## WHAT YOU ARE ASKED TO DO
Show all lines from the data that include the word "screen".

[INFORMATION SUPPLIED]

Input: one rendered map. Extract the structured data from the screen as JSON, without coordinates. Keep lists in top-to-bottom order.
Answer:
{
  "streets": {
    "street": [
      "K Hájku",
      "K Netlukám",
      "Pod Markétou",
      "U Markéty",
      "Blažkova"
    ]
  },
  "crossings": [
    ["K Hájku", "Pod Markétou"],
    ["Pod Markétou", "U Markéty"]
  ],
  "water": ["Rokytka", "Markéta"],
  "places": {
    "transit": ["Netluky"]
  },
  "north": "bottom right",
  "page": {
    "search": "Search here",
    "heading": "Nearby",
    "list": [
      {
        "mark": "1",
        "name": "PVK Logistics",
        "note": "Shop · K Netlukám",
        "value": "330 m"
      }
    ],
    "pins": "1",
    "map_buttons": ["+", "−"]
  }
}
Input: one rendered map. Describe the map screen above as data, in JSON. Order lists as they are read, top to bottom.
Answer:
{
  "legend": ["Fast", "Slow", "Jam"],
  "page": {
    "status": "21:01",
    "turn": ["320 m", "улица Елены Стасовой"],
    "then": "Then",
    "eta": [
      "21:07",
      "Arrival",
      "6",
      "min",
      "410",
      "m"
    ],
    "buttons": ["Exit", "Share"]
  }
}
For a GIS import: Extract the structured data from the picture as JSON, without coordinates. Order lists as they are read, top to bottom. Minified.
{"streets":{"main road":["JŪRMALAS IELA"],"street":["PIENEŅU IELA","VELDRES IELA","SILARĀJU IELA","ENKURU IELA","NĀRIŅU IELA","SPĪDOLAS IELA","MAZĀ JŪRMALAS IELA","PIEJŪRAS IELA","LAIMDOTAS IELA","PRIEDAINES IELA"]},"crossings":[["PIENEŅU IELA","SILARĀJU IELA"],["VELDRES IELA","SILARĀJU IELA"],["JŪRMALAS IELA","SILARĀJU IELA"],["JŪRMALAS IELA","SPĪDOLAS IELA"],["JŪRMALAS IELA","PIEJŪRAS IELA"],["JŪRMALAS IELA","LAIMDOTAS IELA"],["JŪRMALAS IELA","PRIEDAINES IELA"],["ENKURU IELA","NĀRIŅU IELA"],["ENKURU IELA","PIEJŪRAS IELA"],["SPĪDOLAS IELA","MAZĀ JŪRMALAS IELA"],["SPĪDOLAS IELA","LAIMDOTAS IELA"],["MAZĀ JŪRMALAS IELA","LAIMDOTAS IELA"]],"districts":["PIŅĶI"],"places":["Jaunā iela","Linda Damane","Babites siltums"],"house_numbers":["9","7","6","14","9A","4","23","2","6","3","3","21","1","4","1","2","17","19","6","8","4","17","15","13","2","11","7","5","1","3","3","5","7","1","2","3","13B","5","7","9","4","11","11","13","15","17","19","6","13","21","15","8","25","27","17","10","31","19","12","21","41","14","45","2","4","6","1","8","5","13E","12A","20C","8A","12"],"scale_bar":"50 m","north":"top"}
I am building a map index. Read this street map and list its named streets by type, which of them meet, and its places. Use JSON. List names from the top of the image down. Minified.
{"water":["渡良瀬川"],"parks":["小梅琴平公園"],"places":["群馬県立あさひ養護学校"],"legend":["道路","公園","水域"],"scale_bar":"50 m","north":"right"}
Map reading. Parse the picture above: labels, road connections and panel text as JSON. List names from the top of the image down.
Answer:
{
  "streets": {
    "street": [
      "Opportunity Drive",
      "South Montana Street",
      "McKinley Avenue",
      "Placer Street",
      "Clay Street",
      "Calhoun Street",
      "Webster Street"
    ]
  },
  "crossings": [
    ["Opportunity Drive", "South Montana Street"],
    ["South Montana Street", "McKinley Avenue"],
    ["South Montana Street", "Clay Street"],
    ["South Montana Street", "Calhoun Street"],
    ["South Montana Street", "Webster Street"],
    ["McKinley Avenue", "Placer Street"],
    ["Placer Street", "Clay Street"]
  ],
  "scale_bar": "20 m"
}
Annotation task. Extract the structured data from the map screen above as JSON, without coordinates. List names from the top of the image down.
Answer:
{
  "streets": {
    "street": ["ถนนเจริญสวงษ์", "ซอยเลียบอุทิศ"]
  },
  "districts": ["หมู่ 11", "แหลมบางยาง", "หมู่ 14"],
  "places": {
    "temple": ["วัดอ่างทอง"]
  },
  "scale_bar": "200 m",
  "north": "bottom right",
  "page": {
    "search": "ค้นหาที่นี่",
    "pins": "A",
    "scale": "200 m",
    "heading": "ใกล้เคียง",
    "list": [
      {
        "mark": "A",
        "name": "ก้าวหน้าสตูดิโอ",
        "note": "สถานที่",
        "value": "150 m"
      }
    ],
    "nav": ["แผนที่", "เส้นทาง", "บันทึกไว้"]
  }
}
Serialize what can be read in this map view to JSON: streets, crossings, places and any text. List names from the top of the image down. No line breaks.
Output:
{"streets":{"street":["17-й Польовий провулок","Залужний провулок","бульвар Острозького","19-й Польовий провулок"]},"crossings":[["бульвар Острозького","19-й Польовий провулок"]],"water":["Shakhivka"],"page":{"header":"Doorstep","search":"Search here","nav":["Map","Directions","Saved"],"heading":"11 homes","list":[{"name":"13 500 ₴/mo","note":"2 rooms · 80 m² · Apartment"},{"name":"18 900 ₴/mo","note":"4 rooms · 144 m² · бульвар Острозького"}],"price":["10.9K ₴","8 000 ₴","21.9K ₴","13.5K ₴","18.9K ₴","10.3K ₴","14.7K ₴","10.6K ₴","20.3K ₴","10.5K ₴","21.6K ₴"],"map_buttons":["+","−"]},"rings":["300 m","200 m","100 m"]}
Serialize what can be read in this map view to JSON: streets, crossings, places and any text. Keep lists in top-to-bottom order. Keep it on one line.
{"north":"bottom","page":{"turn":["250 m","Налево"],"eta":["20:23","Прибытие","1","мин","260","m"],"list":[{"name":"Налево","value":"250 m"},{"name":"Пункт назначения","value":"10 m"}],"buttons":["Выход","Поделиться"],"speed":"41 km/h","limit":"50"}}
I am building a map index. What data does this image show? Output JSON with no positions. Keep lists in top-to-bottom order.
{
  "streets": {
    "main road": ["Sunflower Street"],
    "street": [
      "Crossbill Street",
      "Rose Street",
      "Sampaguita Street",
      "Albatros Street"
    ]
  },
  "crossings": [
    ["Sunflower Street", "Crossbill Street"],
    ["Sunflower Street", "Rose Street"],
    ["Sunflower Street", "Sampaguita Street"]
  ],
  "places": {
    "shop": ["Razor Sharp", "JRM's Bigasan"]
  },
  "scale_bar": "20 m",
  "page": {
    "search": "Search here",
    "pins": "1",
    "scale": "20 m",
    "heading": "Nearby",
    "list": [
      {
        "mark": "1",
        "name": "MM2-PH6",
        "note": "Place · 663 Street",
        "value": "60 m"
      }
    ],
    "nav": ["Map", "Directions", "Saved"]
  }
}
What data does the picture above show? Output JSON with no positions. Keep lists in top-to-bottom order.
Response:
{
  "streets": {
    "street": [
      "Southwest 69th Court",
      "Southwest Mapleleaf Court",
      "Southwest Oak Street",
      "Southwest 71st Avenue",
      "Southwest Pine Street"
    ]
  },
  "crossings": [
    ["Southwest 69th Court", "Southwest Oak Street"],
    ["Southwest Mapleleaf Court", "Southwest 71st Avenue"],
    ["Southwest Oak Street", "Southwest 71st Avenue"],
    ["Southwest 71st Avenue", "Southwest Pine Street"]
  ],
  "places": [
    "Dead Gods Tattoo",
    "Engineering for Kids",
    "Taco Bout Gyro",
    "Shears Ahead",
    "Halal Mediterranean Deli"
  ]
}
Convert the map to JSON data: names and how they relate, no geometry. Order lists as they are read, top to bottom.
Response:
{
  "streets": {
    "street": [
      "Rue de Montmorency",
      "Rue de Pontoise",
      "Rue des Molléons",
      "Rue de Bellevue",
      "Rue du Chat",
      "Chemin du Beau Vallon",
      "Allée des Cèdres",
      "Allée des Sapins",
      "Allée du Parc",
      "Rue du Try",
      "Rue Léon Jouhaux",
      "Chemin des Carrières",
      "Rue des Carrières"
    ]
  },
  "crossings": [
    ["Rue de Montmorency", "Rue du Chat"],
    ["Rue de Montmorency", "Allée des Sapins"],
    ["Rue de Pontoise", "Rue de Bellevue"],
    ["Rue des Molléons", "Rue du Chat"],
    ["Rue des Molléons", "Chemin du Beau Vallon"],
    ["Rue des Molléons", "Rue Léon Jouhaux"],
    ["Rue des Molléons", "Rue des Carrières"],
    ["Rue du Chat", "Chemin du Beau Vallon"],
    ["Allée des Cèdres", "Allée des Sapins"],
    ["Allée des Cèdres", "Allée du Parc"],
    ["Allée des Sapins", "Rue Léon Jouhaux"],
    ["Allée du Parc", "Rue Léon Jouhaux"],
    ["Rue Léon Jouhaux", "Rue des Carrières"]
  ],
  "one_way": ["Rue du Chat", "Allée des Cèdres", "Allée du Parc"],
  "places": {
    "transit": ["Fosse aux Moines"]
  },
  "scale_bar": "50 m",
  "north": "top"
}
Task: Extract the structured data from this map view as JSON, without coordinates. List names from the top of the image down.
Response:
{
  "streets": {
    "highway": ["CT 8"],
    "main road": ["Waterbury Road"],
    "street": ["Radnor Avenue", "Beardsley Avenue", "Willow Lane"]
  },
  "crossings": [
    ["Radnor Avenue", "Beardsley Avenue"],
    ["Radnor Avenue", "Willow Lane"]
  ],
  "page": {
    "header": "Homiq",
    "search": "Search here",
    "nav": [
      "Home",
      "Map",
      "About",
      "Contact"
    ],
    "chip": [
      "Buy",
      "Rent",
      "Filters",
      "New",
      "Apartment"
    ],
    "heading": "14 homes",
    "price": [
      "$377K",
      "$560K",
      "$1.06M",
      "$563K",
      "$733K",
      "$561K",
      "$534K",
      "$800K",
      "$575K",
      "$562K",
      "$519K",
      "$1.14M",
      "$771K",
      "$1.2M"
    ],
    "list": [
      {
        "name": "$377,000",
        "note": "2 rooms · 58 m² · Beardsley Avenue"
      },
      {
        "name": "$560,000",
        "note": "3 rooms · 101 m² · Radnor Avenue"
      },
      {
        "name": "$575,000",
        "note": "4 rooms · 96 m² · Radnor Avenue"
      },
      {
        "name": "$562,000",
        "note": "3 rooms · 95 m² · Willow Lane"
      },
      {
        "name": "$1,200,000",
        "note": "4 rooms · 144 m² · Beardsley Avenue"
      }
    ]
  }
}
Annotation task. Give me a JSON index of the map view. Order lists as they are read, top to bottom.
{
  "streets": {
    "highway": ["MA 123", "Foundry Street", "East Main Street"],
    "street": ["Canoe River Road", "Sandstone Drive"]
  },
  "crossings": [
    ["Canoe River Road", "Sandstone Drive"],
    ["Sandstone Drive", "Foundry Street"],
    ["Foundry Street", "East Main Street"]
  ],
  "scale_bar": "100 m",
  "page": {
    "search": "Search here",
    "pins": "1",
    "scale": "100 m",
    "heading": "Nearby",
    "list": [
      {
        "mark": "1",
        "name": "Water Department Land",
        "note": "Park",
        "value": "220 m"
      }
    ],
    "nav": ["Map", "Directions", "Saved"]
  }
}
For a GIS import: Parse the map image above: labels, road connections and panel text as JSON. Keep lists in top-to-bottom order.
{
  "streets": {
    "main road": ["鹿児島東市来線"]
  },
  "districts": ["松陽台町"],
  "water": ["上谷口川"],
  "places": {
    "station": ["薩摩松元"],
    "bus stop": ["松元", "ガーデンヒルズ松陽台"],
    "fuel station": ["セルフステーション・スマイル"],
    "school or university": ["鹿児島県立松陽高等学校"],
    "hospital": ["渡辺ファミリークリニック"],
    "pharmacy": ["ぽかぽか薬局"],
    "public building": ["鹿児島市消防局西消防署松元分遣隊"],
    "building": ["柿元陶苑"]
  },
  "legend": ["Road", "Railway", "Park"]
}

[/INFORMATION SUPPLIED]

## RESPONSE BELOW
Input: one rendered map. Extract the structured data from the screen as JSON, without coordinates. Keep lists in top-to-bottom order.
Input: one rendered map. Describe the map screen above as data, in JSON. Order lists as they are read, top to bottom.
Annotation task. Extract the structured data from the map screen above as JSON, without coordinates. List names from the top of the image down.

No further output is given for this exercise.